Matthew Genovese

High capacitive performance of exfoliated biochar nanosheets from biomass waste corn cob

A high performance exfoliated biochar carbon with a layered nanosheet structure was prepared from a low cost agricultural residue (corn cob) via a novel synthesis strategy involving biomass pre-treatment, nitrogen pyrolysis, and a high temperature thermal–chemical flash exfoliation. The exfoliation strategy resulted in porous carbon nanosheets with BET specific surface area of 543.7 m2 g−1, far higher than the 7.9 m2 g−1 of the natural biochar produced without any pre- or post-treatment modifications. The exfoliated material also showed increased oxygen functionality in the form of electrochemically active quinone and pyrone surface groups. This combination of high specific surface area and highly active surface functional groups resulted in very promising capacitive performance, demonstrating a high capacitance of 221 F g−1, over 100 times greater than the natural biochar. The exfoliated biochar electrodes fabricated without any conductive or organic additives showed outstanding high rate capability retaining 78% of their low rate capacitance at a fast 40 A g−1 discharge. This combination of high capacitance and fast charge–discharge capability distinguishes this material from most other high surface area activated carbons; in fact, the electrochemical behaviour more closely resembles that of designer nanomaterials such as graphene and carbon nanotubes. The biochar electrodes were also extremely durable showing only a 3% reduction in capacitance after 5000 successive potential cycles. The exfoliation strategy developed here could provide a novel route for the low cost production of high performance energy storage materials from a variety of waste biomass feedstocks.

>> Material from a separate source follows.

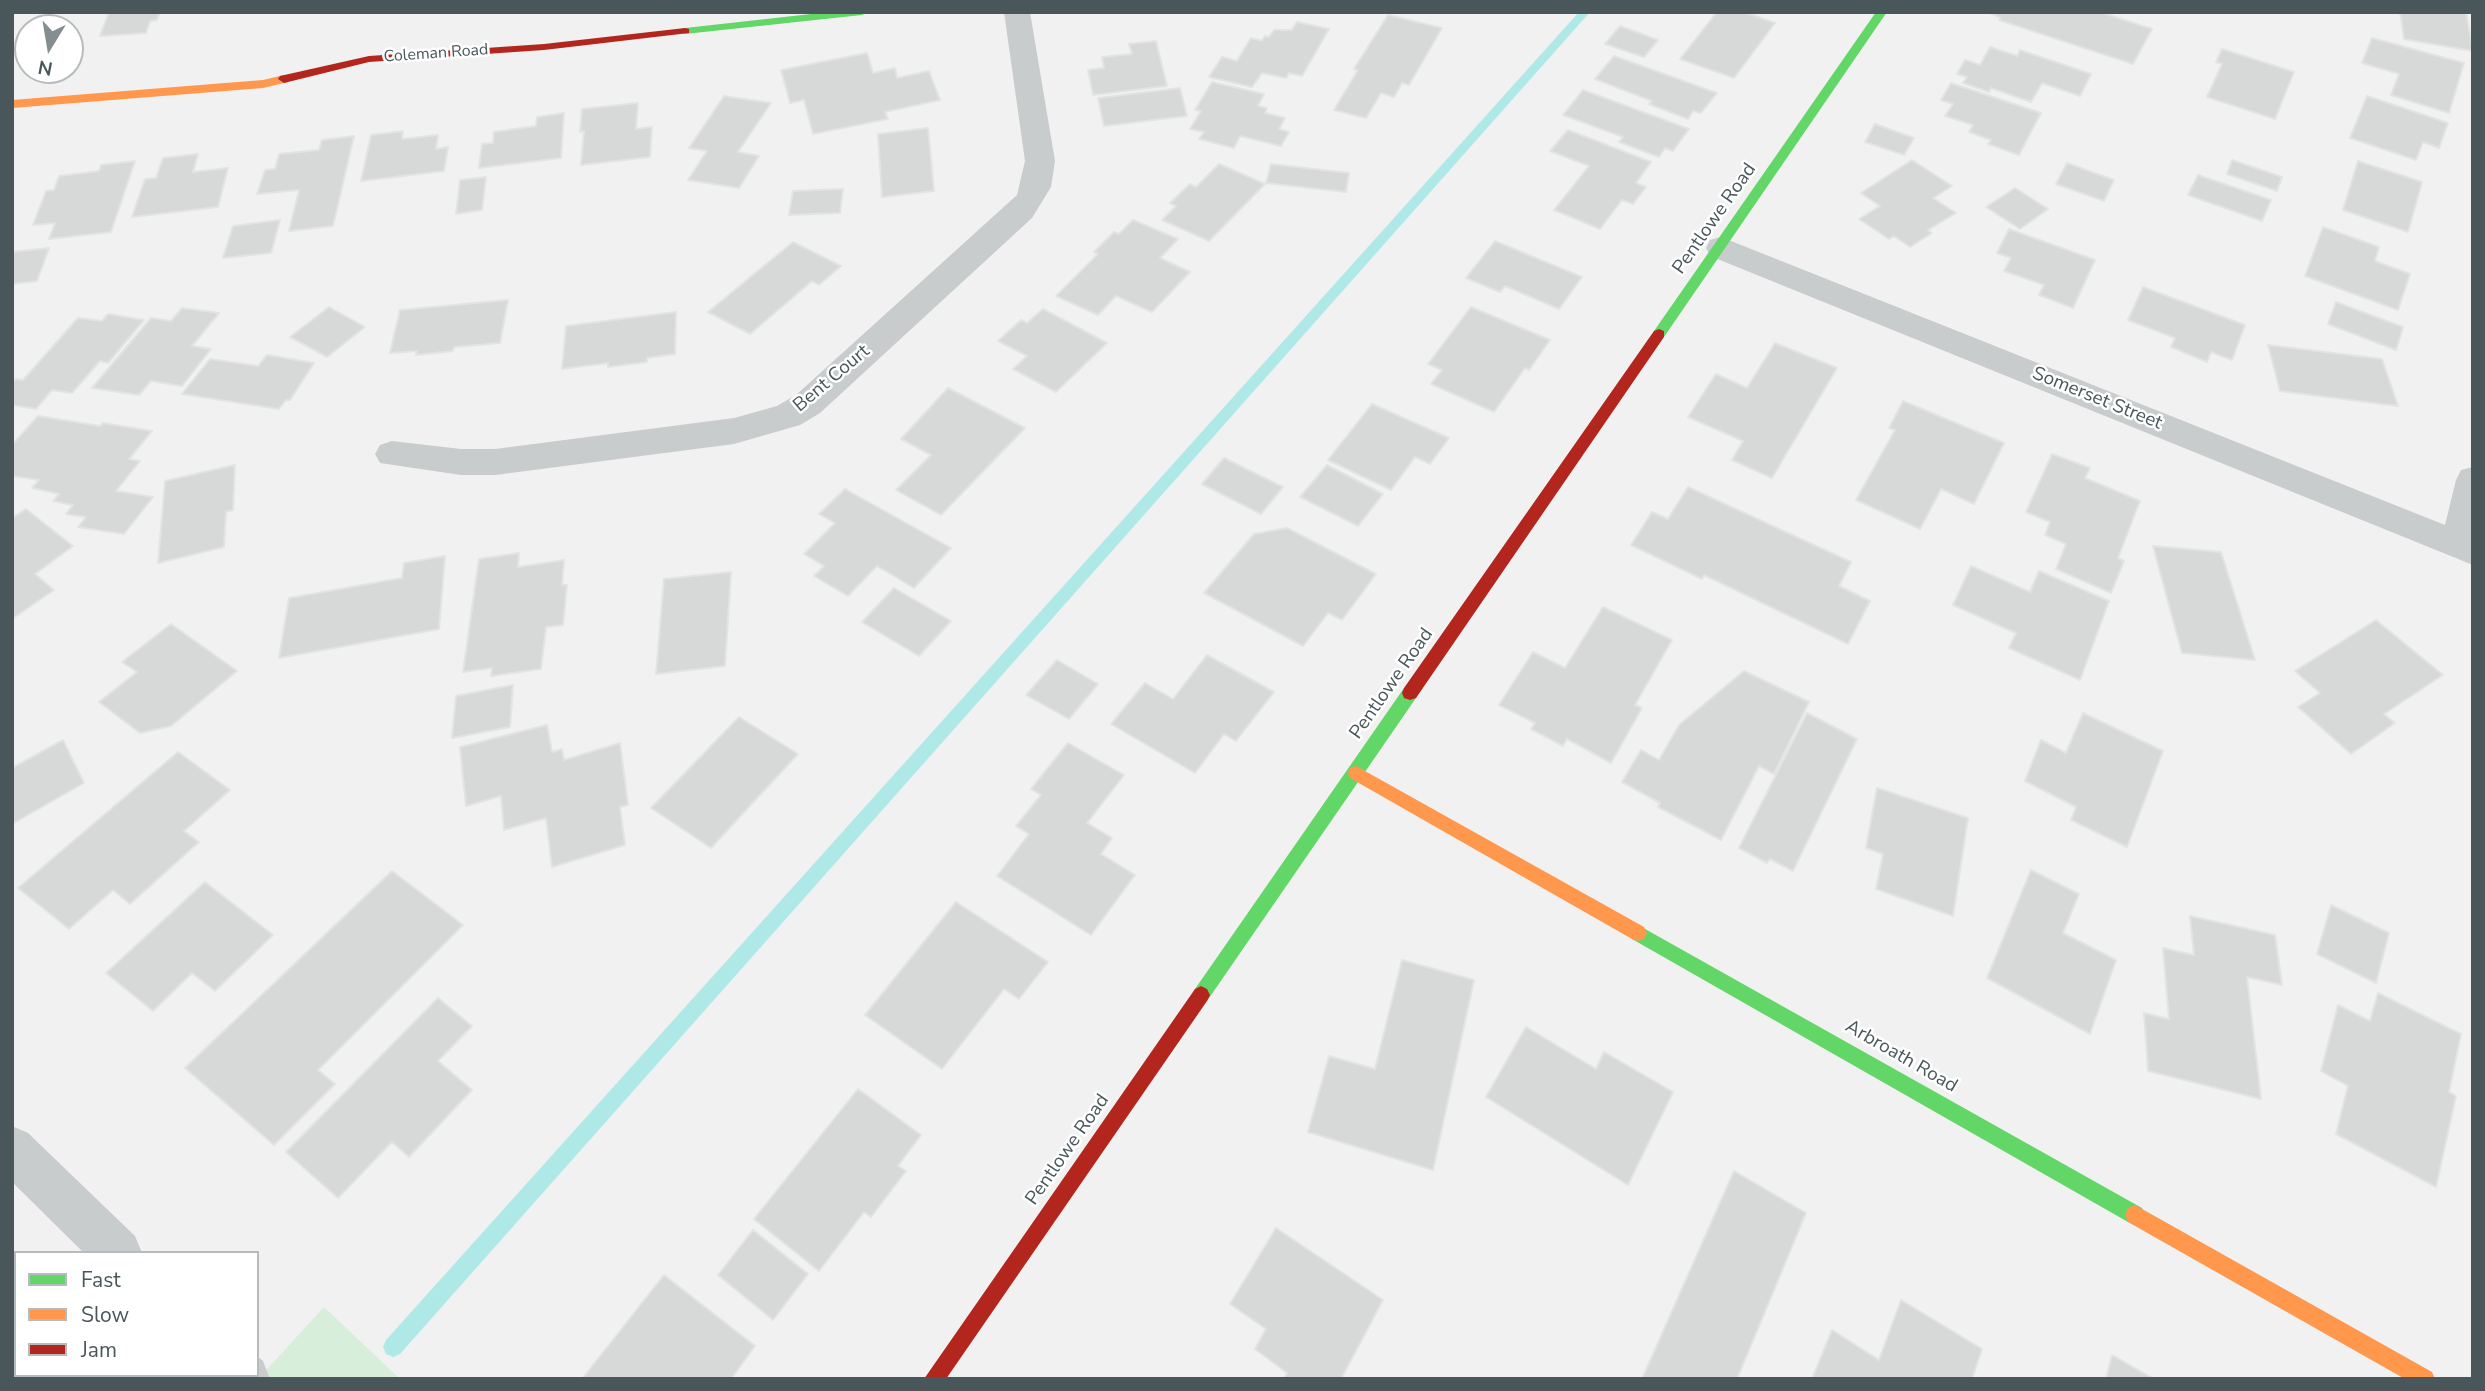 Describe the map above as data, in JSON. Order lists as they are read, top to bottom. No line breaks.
{"streets":{"street":["Coleman Road","Pentlowe Road","Bent Court","Somerset Street","Arbroath Road"]},"crossings":[["Pentlowe Road","Somerset Street"],["Pentlowe Road","Arbroath Road"]],"legend":["Fast","Slow","Jam"],"north":"bottom"}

Polyoxometalate modified pine cone biochar carbon for supercapacitor electrodes

Pine cones were used as a biomass template for the synthesis of activated carbons with high specific surface area (up to 2450 m2 g−1) and a pore structure optimized for the adsorption of redox active polyoxometalate (POM) clusters. We have found that POM adsorption is highly favored within a carbon matrix possessing pore diameters in the 1–2 nm range. These large micropores are big enough to accommodate the large POM cluster, while still being small enough to effectively trap and hold the molecule. Pine cone activated carbon with this optimal pore arrangement demonstrated ultra-high loading of the PMo12O403− (PMo12) molecule resulting in carbon–POM hybrid materials consisting of over 55 wt% PMo12. This large POM loading imparted tremendous redox activity to the already large double layer capacity of the carbon substrate, leading to a high areal capacitance of 1.19 F cm−2 for the hybrid material, close to 2.5 times larger than for unmodified carbon. We have also demonstrated that a mixed molecular modifier combining multiple POM chemistries can be adsorbed onto the activated carbon substrate to create a more ideally capacitive charge storage profile. These results demonstrate a promising method for the design of high performance yet cost effective hybrid energy storage electrodes.

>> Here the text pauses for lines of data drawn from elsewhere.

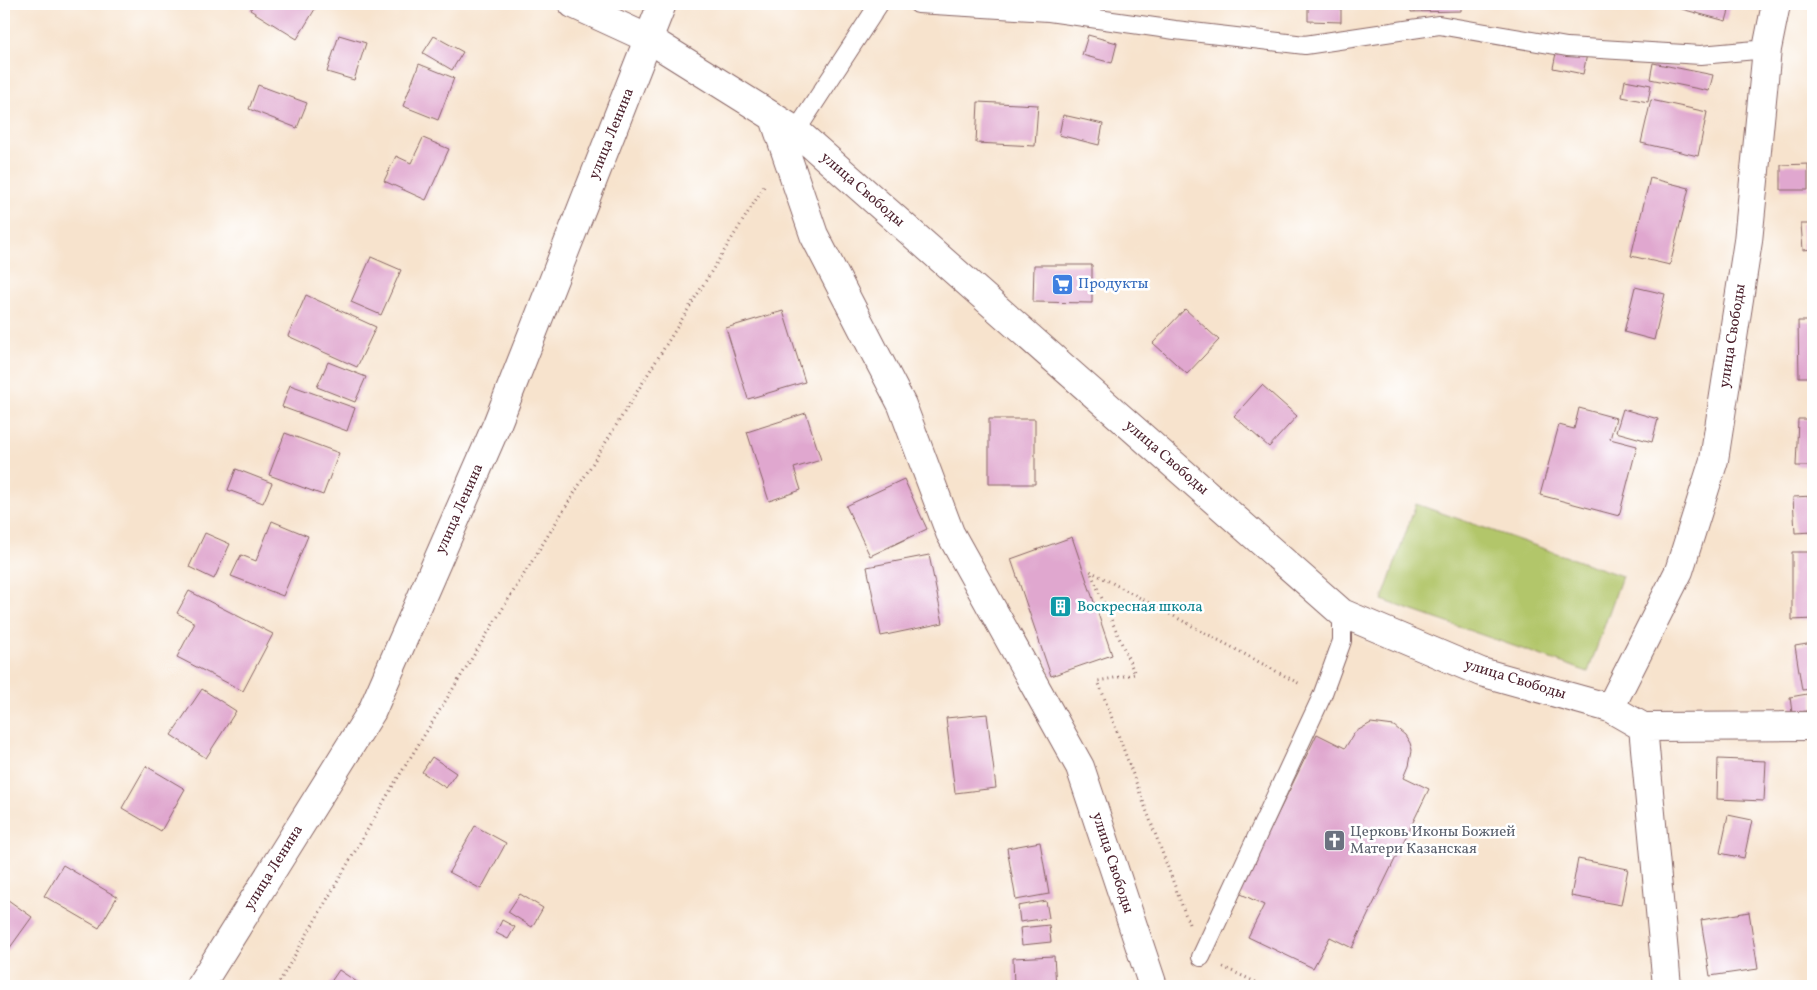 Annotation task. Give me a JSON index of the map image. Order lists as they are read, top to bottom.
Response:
{
  "streets": {
    "street": ["улица Ленина", "улица Свободы"]
  },
  "crossings": [
    ["улица Ленина", "улица Свободы"]
  ],
  "places": {
    "supermarket": ["Продукты"],
    "building": ["Воскресная школа"],
    "church": ["Церковь Иконы Божией Матери Казанская"]
  }
}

Polyoxometalates: Molecular Metal Oxide Clusters for Supercapacitors

Abstract The modification of conductive organic supports with polyoxometalate (POM) metal oxide clusters is a promising approach for the design of nanocomposite electrodes for energy storage. The fast and reversible electron-transfer processes of these POM molecules make them particularly well suited for supercapacitor (SC) applications. This chapter will provide a detailed overview of POM-based composite SC electrodes, including an evaluation of the most promising fabrication methods: (1) chemisorption to a carbon surface, (2) immobilization in a conductive polymer matrix, and (3) layer-by-layer self-assembly. Furthermore, the role of these POM composite materials in enhancing the performance of SC devices will also be reviewed, from pioneering work to the latest developments. This will include an analysis of how the tunability of POM redox properties can be leveraged to move from faradaic SC electrodes using only a single POM chemistry to pseudocapacitive electrodes incorporating multiple different POM molecules.